Sporting events remain a concern, she added, and are associated with 3,410 known infections, or 2.5% of the total. That includes 593 people involved with high school-age athletics.

“Just in the last week we have added two confirmed outbreaks in high schools — one in volleyball, one in soccer,” she said.

Doctors at HCMC in Minneapolis and other safety-net hospitals around the country joined in calls for increased public compliance. Dr. James Miner, HCMC’s chief of emergency medicine, said he can see the gradual erosion of compliance that occurs at sporting events and other activities.

“Each game you’re a little bit closer, you have a little bit longer conversations, the masks start to come off,” Miner said.

Walz said Minnesota has one advantage in widespread testing availability that it lacked when COVID-19 first surged in May. That includes the addition of five free state saliva-testing sites and a lab processing facility in Oakdale to provide results within 48 hours.

“Testing is the key to stopping the chain of the virus spread,” Walz said.
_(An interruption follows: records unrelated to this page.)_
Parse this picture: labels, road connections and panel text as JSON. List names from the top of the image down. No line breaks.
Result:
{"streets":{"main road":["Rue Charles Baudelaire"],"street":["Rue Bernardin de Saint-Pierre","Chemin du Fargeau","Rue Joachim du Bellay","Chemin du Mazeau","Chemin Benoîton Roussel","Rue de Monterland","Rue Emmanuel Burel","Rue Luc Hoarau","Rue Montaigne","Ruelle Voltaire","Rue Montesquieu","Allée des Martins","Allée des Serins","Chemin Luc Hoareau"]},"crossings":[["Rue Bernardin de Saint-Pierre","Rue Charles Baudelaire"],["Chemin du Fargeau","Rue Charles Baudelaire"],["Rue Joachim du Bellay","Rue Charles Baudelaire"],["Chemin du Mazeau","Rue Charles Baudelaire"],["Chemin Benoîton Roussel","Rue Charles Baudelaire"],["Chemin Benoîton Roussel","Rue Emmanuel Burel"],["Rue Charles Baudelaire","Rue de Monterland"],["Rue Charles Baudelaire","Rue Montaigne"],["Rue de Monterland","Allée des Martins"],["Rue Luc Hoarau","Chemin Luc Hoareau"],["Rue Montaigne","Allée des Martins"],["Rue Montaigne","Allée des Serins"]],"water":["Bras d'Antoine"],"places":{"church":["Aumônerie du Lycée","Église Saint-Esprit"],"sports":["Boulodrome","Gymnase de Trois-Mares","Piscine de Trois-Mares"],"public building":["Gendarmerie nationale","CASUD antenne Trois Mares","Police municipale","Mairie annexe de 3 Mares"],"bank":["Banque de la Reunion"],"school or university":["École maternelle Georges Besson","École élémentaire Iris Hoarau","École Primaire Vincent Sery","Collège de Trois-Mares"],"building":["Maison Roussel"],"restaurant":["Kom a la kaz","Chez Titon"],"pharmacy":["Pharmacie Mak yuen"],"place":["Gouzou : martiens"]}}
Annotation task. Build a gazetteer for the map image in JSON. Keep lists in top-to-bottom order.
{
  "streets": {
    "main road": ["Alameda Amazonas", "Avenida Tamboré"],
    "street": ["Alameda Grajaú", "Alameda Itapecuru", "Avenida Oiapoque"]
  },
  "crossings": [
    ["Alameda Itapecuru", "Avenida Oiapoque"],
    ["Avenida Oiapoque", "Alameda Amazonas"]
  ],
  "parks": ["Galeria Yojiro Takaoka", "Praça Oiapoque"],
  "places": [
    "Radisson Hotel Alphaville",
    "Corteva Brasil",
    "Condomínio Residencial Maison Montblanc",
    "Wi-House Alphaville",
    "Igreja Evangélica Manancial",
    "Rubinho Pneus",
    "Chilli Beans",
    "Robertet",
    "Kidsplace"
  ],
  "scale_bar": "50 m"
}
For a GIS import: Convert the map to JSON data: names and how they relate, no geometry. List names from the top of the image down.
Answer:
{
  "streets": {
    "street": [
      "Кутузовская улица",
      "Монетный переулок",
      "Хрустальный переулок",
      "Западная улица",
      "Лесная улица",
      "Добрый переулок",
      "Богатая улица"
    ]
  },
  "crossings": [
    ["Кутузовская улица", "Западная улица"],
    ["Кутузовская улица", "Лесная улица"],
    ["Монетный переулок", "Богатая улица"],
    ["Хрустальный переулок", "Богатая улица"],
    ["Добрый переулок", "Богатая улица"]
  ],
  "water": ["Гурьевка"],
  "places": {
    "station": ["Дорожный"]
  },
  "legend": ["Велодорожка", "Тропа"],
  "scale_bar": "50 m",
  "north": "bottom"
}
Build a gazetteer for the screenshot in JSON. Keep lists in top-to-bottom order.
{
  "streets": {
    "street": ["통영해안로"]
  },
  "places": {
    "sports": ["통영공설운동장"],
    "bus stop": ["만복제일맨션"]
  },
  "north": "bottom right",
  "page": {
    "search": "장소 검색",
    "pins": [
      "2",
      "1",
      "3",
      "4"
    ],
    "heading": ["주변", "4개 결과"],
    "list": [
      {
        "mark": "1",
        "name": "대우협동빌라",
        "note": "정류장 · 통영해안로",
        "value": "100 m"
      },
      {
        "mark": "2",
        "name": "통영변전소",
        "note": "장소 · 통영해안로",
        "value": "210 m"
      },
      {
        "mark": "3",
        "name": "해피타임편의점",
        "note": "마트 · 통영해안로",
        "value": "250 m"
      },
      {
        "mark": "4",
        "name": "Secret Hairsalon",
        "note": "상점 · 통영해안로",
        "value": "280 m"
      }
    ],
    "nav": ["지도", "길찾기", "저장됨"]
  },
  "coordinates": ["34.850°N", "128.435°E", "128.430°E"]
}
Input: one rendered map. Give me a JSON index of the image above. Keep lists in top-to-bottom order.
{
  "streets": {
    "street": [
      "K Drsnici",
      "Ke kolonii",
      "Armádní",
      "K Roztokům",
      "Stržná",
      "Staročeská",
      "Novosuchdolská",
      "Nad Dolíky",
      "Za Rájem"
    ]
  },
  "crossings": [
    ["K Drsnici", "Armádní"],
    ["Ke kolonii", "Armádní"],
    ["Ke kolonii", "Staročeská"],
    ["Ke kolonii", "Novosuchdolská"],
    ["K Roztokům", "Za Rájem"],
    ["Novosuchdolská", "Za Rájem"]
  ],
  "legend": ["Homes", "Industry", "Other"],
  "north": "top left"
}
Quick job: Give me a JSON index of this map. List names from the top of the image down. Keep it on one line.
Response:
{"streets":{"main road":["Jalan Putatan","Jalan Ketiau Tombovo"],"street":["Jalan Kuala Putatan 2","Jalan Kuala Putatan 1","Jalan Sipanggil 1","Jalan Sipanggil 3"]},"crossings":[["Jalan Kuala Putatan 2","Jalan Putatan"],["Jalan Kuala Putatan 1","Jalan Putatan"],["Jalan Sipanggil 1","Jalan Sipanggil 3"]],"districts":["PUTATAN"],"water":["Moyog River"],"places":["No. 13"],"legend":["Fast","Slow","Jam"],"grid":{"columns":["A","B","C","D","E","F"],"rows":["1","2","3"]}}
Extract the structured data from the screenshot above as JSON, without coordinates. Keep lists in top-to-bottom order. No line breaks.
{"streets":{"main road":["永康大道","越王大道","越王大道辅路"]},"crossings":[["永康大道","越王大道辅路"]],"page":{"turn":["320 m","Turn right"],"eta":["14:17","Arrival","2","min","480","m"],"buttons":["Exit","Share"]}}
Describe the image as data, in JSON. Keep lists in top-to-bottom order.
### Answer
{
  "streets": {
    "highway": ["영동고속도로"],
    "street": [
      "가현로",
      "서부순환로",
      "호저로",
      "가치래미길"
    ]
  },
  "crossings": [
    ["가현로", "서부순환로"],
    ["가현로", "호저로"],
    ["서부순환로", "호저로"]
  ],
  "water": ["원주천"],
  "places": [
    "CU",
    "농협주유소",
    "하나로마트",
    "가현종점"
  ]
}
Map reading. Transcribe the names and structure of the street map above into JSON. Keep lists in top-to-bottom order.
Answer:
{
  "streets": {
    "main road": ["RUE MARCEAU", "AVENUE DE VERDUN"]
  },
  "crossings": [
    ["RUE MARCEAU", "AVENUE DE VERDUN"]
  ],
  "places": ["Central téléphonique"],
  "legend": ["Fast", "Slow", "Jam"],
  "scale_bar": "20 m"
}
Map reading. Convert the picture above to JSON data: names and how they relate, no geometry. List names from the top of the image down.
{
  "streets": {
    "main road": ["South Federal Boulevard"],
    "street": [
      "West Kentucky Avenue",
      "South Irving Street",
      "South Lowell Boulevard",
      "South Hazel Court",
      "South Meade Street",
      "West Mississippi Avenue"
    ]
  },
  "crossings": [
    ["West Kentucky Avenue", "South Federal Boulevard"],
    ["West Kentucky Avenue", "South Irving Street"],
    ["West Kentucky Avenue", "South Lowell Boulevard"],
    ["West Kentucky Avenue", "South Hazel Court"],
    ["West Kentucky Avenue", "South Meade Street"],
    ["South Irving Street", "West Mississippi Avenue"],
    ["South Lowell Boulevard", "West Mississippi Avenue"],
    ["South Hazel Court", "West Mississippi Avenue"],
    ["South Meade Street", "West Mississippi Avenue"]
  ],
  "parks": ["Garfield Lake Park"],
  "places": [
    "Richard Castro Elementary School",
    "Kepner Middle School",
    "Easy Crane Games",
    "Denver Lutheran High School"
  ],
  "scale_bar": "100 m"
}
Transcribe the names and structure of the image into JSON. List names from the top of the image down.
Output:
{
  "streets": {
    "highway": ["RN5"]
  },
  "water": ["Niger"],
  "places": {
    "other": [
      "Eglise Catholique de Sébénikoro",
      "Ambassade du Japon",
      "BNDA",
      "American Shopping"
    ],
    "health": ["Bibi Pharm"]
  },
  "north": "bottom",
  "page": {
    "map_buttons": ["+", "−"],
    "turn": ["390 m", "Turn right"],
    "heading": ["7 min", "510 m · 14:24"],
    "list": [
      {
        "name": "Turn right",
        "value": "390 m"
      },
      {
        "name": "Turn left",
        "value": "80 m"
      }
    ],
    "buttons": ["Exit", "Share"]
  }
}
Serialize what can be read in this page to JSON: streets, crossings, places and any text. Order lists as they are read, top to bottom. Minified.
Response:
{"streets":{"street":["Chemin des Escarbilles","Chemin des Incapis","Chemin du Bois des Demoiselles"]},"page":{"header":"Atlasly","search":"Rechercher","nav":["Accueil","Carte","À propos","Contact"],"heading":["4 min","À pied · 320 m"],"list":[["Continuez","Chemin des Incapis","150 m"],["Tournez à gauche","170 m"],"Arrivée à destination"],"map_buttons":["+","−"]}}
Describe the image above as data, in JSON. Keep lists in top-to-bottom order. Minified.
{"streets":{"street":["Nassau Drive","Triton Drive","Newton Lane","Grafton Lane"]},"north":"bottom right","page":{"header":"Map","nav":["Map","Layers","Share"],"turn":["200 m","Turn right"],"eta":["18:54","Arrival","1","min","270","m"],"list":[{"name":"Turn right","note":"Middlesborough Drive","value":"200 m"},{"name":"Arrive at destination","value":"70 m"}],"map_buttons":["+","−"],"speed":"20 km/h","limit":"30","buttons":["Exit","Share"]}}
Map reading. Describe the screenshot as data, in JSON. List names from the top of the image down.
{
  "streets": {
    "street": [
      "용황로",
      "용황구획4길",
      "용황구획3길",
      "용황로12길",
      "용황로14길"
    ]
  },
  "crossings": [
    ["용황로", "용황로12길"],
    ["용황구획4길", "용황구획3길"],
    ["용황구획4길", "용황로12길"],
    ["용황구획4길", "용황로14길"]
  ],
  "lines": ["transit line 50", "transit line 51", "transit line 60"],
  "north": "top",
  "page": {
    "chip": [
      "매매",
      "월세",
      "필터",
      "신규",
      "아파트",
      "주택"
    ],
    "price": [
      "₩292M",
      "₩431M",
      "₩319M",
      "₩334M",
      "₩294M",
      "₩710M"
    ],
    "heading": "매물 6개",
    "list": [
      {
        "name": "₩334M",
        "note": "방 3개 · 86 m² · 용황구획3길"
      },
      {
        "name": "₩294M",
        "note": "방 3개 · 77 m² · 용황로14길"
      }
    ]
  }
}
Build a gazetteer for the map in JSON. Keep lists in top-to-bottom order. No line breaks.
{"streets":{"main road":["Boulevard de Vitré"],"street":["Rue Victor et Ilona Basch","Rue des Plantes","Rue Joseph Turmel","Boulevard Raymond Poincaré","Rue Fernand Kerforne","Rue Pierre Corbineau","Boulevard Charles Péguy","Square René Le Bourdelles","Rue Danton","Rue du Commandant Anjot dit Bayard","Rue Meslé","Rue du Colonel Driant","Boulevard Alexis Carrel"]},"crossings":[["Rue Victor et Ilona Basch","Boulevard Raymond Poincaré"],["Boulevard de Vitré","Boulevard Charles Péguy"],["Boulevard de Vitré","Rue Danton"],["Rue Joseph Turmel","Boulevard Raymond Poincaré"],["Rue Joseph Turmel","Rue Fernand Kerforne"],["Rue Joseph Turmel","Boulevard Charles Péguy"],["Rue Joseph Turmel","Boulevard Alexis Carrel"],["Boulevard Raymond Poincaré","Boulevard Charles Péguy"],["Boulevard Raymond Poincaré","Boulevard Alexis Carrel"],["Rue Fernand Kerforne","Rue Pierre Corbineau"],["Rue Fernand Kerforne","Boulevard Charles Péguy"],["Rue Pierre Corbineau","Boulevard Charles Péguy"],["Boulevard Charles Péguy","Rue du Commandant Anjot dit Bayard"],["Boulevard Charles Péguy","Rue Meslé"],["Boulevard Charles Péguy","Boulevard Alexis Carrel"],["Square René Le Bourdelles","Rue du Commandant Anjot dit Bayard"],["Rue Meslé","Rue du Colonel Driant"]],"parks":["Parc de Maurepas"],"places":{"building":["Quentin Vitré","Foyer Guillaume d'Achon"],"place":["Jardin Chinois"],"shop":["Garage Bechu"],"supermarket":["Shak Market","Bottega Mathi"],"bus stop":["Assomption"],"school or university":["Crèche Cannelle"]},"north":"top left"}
U.S. Health and Human Services on Monday also announced the continuing shipment of 1.7 million rapid antigen tests to Minnesota from its initial stockpile of 150 million.

While slightly less accurate, antigen testing can be quicker than standard diagnostic PCR testing, which can be useful to identify outbreaks early on in nursing homes and other high-risk settings. More than 80% of COVID-19 deaths in Minnesota have involved people 70 or older, and 76% have involved residents of long-term care or assisted-living facilities.